Cancellations incorrectly clear the lease instead of updating its status
Context
When an operation is cancelled, the Bots service should set the corresponding lease's status to CANCELLED
to tell the bot to cancel the job. However, BuildGrid currently "clears" the lease (removing all property values to leave an empty message) instead.

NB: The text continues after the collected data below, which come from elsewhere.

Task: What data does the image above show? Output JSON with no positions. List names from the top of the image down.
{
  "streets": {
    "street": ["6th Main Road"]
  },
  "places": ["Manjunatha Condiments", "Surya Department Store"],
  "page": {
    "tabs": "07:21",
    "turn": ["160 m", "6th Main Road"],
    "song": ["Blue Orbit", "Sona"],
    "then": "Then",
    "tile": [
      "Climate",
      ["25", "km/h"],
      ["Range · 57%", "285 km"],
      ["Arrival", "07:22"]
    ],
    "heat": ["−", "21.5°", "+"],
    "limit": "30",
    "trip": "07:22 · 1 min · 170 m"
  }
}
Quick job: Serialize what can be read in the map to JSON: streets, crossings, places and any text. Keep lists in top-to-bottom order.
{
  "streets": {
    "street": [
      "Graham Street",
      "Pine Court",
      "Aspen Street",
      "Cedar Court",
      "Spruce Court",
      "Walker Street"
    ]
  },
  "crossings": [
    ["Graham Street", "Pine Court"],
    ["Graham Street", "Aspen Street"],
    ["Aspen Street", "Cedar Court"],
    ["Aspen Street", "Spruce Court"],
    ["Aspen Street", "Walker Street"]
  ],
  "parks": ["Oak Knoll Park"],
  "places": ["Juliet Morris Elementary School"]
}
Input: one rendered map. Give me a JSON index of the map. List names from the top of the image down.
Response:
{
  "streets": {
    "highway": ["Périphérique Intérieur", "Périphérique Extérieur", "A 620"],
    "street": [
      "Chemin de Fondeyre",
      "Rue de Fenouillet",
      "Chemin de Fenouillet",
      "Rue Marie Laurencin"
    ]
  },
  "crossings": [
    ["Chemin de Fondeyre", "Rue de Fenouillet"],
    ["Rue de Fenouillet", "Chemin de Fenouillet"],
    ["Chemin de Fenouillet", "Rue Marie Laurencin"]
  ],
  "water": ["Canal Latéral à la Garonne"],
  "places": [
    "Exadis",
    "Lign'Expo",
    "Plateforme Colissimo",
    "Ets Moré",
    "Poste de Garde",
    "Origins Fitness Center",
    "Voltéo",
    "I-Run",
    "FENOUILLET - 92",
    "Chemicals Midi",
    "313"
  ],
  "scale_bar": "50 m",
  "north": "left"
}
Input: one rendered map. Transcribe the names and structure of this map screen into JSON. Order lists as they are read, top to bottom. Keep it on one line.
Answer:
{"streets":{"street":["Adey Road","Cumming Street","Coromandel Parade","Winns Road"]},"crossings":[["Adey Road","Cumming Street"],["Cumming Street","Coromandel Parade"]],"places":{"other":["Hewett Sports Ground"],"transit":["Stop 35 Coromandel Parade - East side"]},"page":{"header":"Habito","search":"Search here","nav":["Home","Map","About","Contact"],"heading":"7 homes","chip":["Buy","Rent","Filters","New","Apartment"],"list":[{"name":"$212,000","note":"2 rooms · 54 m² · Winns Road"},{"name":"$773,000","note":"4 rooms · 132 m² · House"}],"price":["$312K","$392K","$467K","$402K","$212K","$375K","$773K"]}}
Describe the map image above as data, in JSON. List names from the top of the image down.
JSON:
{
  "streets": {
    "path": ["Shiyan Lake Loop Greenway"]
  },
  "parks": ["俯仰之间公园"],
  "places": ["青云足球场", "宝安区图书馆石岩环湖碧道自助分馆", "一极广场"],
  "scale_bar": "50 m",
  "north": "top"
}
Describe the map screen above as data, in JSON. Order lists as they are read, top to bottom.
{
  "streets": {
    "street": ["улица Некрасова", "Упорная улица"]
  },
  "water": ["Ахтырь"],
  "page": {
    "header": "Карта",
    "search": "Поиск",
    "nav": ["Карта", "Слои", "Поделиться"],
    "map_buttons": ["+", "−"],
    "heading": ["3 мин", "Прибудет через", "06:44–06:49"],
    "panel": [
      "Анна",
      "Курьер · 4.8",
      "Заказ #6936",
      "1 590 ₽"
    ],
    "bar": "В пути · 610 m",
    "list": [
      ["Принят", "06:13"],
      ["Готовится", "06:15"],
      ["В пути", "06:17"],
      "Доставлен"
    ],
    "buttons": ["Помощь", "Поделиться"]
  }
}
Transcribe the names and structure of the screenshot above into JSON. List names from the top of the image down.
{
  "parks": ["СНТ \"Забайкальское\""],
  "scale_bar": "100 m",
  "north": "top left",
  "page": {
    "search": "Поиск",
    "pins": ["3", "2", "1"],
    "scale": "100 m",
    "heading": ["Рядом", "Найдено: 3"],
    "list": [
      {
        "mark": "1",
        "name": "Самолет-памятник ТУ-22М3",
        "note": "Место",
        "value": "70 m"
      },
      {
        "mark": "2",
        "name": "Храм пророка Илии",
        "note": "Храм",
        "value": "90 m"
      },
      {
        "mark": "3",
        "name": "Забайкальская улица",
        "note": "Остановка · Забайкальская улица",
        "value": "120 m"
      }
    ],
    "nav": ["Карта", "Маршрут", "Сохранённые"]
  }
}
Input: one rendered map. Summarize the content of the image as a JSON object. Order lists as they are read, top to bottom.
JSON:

This doesn't break BuildGrid's bot since it explicitly checks for this condition, but reccworker
echos the invalid lease back to BuildGrid, further confusing it and preventing it from issuing subsequent jobs to that worker.
Steps to reproduce
- Optionally, add logging statements to
reccworker
to log the sent/received bot session. - Start a BuildGrid server and run
reccworker
- Start a long-running job with
bgd execute command [some directory] -- sleep 100
- Cancel the job with
bgd operation cancel [operation id]
- Attempt to run a new job with
bgd execution command [some directory] -- echo hello
Expected result
- The lease's state is set to
CANCELLED
, the worker acknowledges this, then the job is removed. - The new job is executed.
Actual result
- The lease is "cleared" (replaced with a completely empty
Lease
message) and never removed. - The new job stays queued forever.
Task Description
This bit of BotsInterface.update_bot_session
is suspect -- it looks like the lease could be getting cleared if BotsInterface._check_lease_state
is incorrectly returning None
. (Also, shouldn't it be deleting the lease instead of clearing it?)
Acceptance Criteria
Running the above "Steps to Reproduce" correctly cancels the job and allows a new one to be run. (Also, we should probably have a test for this.)